§ **Description of the task**: Two lines mark the range in the entries below: the one holding "position:absolute; width:77px; margin:-38px;" and the one holding "text-anchor:middle; stroke-width:5; stroke-linejoin:round;". Set down those two and all lines between them, exactly.

§ **Source records**:
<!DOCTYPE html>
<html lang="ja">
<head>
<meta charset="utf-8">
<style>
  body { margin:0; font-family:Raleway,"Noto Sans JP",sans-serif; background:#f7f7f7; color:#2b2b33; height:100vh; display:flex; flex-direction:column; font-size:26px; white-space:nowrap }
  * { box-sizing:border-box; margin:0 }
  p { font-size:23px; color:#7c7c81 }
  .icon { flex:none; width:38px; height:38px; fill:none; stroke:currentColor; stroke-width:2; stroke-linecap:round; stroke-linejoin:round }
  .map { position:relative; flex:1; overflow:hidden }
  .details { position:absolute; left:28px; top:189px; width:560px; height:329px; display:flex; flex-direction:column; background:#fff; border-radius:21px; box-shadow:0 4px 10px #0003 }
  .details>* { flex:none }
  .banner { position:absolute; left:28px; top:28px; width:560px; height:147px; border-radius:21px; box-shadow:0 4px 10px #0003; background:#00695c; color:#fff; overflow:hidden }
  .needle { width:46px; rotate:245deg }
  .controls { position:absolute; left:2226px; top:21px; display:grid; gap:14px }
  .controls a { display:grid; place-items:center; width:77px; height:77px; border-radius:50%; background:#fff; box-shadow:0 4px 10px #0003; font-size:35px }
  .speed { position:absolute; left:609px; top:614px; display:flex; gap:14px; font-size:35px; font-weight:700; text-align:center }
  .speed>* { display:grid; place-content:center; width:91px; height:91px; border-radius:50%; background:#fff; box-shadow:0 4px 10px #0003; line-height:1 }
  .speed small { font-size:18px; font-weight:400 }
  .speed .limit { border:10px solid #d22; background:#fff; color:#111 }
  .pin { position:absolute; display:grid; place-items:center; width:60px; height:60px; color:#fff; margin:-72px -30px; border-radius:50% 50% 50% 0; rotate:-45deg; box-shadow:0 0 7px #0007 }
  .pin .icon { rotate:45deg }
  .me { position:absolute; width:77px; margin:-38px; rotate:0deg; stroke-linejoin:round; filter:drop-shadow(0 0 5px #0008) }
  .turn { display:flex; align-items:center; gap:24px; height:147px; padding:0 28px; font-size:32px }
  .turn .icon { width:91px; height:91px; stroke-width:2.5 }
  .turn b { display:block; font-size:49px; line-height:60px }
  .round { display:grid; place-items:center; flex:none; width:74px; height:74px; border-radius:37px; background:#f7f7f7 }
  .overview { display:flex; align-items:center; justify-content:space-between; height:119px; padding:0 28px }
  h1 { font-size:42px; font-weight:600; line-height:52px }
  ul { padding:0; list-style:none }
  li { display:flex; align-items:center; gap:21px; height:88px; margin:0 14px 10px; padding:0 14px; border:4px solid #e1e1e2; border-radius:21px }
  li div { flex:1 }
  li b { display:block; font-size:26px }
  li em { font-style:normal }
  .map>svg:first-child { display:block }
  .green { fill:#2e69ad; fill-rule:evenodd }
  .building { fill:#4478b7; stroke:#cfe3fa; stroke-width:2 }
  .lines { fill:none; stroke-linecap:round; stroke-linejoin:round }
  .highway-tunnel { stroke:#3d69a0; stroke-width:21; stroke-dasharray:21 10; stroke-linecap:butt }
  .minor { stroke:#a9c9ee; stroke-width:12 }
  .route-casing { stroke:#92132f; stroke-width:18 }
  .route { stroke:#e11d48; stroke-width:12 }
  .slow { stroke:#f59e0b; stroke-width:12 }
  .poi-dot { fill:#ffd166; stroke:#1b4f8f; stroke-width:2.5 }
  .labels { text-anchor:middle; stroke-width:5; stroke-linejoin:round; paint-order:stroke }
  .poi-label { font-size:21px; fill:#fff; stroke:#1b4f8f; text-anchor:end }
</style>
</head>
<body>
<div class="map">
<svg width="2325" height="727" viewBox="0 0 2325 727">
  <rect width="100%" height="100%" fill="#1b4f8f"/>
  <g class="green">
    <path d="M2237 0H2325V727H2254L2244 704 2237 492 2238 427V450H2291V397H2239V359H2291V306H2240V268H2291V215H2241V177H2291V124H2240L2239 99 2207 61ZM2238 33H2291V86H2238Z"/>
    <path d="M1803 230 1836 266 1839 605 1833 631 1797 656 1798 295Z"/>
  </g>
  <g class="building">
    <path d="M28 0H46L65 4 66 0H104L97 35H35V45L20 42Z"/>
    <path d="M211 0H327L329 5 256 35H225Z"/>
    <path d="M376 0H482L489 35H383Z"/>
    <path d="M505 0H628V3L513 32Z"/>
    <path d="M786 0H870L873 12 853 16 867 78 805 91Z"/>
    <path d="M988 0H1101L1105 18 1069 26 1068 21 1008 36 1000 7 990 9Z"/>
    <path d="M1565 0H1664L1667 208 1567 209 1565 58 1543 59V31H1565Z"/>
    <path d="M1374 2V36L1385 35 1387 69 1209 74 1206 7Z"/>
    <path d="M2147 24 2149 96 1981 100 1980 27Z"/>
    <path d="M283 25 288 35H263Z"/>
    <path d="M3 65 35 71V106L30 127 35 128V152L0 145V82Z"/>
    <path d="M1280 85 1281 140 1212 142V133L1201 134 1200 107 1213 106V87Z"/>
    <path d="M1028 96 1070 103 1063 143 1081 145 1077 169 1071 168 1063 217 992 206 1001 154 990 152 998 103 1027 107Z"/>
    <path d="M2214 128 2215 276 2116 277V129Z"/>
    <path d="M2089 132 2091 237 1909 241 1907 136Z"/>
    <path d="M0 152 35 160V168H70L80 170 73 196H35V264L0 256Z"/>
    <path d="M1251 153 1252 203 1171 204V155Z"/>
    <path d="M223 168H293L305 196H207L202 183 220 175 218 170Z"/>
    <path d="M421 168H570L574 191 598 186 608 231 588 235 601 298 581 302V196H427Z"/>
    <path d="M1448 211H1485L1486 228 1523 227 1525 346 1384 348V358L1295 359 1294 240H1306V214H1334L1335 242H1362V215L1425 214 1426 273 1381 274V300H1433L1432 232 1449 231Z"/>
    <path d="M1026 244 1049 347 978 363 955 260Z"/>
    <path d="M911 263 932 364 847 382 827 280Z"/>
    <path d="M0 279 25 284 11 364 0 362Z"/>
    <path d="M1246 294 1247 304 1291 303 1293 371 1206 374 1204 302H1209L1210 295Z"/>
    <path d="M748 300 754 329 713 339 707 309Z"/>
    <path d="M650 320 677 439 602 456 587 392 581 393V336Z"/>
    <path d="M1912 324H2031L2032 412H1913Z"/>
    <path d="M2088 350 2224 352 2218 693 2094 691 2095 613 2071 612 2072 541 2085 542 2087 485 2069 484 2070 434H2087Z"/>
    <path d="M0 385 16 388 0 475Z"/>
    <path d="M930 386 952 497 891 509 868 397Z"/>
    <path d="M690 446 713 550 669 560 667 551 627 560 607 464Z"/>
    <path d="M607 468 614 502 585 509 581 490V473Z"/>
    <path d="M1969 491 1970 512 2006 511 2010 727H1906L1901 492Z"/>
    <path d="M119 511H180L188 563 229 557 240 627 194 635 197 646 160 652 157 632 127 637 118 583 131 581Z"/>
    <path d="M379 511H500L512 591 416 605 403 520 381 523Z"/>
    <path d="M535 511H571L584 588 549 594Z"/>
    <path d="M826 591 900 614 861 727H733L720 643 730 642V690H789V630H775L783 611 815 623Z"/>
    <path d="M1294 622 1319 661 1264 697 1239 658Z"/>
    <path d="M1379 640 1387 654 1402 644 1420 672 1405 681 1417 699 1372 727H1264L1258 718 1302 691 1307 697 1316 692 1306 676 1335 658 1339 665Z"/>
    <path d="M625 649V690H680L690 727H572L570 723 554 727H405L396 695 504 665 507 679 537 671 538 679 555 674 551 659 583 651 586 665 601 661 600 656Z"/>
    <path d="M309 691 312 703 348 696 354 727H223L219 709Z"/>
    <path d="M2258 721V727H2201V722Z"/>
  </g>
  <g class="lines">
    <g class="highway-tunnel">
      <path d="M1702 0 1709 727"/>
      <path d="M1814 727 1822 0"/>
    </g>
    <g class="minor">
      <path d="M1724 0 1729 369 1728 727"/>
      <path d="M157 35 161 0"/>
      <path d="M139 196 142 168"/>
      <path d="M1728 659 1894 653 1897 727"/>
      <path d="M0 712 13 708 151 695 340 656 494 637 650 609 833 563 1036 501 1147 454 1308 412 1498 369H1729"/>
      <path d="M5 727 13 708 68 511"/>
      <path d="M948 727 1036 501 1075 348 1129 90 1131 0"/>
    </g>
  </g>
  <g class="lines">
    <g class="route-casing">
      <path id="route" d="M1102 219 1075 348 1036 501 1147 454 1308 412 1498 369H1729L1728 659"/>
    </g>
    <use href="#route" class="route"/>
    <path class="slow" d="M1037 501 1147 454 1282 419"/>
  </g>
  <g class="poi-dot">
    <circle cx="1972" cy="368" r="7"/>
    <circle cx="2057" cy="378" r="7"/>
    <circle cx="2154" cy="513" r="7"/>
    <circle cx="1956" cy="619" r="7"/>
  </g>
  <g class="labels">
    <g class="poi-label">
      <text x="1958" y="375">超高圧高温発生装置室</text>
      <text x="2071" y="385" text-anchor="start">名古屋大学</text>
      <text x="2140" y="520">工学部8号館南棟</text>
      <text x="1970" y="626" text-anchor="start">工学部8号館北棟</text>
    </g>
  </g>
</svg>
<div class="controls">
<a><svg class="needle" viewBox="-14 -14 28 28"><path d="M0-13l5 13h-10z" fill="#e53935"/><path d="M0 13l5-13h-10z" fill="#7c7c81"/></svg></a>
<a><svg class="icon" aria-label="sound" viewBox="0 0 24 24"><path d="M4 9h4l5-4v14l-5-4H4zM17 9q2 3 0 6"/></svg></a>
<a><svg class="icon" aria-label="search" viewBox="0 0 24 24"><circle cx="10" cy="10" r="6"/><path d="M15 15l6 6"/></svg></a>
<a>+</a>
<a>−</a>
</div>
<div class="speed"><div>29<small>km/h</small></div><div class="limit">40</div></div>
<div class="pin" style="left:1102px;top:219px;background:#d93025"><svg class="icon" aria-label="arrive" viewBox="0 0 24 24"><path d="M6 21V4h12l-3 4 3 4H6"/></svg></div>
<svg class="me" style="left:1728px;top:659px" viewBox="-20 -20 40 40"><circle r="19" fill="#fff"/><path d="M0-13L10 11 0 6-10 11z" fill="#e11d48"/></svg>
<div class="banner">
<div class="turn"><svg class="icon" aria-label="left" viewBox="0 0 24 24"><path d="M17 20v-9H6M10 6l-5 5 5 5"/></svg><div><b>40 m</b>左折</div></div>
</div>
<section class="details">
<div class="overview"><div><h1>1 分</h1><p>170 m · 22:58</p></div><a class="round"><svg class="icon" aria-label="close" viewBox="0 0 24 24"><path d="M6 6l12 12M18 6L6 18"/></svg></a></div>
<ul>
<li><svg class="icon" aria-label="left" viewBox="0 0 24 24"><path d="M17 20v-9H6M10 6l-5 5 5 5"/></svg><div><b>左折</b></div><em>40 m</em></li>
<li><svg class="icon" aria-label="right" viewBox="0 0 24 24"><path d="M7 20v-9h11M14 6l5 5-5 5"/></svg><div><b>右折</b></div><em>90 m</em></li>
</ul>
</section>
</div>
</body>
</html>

§ **Final answer**:
  .me { position:absolute; width:77px; margin:-38px; rotate:0deg; stroke-linejoin:round; filter:drop-shadow(0 0 5px #0008) }
  .turn { display:flex; align-items:center; gap:24px; height:147px; padding:0 28px; font-size:32px }
  .turn .icon { width:91px; height:91px; stroke-width:2.5 }
  .turn b { display:block; font-size:49px; line-height:60px }
  .round { display:grid; place-items:center; flex:none; width:74px; height:74px; border-radius:37px; background:#f7f7f7 }
  .overview { display:flex; align-items:center; justify-content:space-between; height:119px; padding:0 28px }
  h1 { font-size:42px; font-weight:600; line-height:52px }
  ul { padding:0; list-style:none }
  li { display:flex; align-items:center; gap:21px; height:88px; margin:0 14px 10px; padding:0 14px; border:4px solid #e1e1e2; border-radius:21px }
  li div { flex:1 }
  li b { display:block; font-size:26px }
  li em { font-style:normal }
  .map>svg:first-child { display:block }
  .green { fill:#2e69ad; fill-rule:evenodd }
  .building { fill:#4478b7; stroke:#cfe3fa; stroke-width:2 }
  .lines { fill:none; stroke-linecap:round; stroke-linejoin:round }
  .highway-tunnel { stroke:#3d69a0; stroke-width:21; stroke-dasharray:21 10; stroke-linecap:butt }
  .minor { stroke:#a9c9ee; stroke-width:12 }
  .route-casing { stroke:#92132f; stroke-width:18 }
  .route { stroke:#e11d48; stroke-width:12 }
  .slow { stroke:#f59e0b; stroke-width:12 }
  .poi-dot { fill:#ffd166; stroke:#1b4f8f; stroke-width:2.5 }
  .labels { text-anchor:middle; stroke-width:5; stroke-linejoin:round; paint-order:stroke }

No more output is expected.